An analysis of PLAG1 and HMGA2 rearrangements in salivary duct carcinoma and examination of the role of precursor lesions.

AIMS

Salivary duct carcinoma (SDC) often arises in pleomorphic adenoma (PA). Putative precursors, including low-grade cribriform cystadenocarcinoma (LGCCC) and ductal carcinoma in-situ (DCIS), are more controversial. Rearrangement of PLAG1 or HMGA2 is seen in 50-70% of PAs, but this has not been investigated in SDC. Using a large collection of SDCs from a single institution, we aimed to study these genes by fluorescence in-situ hybridization (FISH), and to correlate the presence of precursor lesions/intraductal proliferations with gene alterations.

METHODS AND RESULTS

Forty-four SDCs were stained for smooth muscle actin, CK14, and p63, and examined with PLAG1 and HMGA2 FISH. Eight cases were SDC ex-PA; ten had a hyalinized nodule (HN), which is suspicious for PA; six arose in association with LGCCC; and twenty were 'de-novo' SDCs.

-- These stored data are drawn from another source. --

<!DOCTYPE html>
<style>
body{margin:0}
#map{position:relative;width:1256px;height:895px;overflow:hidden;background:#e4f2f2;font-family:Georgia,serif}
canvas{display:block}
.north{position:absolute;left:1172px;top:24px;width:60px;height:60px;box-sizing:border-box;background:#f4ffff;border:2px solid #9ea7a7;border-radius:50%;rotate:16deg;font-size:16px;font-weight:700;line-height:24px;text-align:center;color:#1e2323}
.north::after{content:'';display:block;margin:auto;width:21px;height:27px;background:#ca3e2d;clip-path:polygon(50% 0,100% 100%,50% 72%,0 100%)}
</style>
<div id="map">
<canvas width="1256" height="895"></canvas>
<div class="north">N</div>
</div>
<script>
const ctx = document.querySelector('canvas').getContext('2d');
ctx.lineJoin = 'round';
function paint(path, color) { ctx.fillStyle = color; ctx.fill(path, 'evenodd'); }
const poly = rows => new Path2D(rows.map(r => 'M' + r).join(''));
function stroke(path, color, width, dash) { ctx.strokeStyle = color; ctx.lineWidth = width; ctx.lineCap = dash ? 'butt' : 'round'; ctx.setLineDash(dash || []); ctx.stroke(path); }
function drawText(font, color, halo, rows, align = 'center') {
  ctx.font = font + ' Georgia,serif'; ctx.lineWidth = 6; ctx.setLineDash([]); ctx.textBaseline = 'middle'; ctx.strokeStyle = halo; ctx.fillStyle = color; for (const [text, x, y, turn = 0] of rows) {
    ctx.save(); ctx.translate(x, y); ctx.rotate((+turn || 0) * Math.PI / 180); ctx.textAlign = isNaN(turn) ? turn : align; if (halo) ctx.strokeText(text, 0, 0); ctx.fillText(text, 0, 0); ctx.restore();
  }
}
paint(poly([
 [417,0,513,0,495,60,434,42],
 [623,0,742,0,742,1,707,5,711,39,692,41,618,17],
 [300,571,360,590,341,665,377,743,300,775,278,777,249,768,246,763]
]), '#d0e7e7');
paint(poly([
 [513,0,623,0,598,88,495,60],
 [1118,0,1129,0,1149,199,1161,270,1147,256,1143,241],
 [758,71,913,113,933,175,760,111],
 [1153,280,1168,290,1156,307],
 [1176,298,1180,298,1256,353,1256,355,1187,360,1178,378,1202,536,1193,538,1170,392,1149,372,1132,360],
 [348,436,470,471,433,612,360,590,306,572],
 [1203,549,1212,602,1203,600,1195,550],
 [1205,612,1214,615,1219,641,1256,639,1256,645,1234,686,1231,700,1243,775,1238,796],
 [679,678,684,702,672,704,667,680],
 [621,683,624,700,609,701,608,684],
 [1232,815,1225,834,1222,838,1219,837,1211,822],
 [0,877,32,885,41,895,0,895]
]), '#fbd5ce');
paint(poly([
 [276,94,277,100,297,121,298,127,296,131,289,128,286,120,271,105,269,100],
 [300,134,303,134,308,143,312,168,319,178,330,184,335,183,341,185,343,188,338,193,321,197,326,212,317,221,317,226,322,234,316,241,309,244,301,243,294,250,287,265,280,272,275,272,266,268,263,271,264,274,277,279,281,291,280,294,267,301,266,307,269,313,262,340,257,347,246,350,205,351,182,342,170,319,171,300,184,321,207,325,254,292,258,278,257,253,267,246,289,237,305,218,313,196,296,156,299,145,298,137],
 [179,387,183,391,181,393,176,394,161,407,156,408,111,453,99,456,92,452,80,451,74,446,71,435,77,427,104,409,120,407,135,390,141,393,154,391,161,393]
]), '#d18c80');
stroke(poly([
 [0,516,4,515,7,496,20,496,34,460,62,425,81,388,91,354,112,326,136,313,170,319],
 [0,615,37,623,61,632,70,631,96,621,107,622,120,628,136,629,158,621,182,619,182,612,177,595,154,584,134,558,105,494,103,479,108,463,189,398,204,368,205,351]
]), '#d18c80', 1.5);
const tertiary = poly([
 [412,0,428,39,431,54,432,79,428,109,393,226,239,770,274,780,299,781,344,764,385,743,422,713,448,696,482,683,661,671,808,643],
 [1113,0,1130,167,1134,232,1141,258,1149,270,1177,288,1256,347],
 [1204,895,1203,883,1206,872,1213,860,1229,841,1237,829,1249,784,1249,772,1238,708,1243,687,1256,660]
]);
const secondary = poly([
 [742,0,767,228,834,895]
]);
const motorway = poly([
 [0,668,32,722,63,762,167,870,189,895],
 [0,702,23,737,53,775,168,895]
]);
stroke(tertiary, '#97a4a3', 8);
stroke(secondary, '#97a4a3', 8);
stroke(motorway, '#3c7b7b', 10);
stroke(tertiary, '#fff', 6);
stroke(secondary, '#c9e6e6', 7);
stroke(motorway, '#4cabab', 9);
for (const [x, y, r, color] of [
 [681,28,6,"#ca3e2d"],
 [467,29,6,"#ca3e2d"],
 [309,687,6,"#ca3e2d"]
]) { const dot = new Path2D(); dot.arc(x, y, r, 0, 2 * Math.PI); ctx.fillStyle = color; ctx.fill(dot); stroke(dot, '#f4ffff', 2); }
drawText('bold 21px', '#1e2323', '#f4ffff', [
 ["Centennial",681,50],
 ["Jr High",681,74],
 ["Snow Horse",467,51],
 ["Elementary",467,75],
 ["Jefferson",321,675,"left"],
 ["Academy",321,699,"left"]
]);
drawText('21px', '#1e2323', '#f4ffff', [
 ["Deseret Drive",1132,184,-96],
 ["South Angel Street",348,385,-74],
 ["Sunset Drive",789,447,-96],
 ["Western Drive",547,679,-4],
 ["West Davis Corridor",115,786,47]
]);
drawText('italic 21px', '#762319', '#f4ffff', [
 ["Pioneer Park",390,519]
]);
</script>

Ten cases had PLAG1 rearrangement/amplification (22.7%) and eight had HMGA2 (18.2%) rearrangement/amplification. The positive cases were four SDC ex-PAs, eight SDCs with an HN, and five 'de-novo' SDCs. Twenty-three SDC ex-PAs were present in total (52.3%). All six SDC ex-LGCCCs were FISH-negative. Myoepithelial staining surrounded all LGCCCs, and demonstrated DCIS in 17 cases. Eleven DCIS lesions were in SDC ex-PAs or FISH-positive 'de-novo' SDCs. These cases represent 'cancerization' of ducts. Only six FISH-negative 'de-novo' SDCs showed DCIS.

CONCLUSIONS

A large proportion of SDCs arise in PAs (with or without residual evidence of a PA). A small proportion of SDCs arise in LGCCCs. Cases showing DCIS often represent cancerization.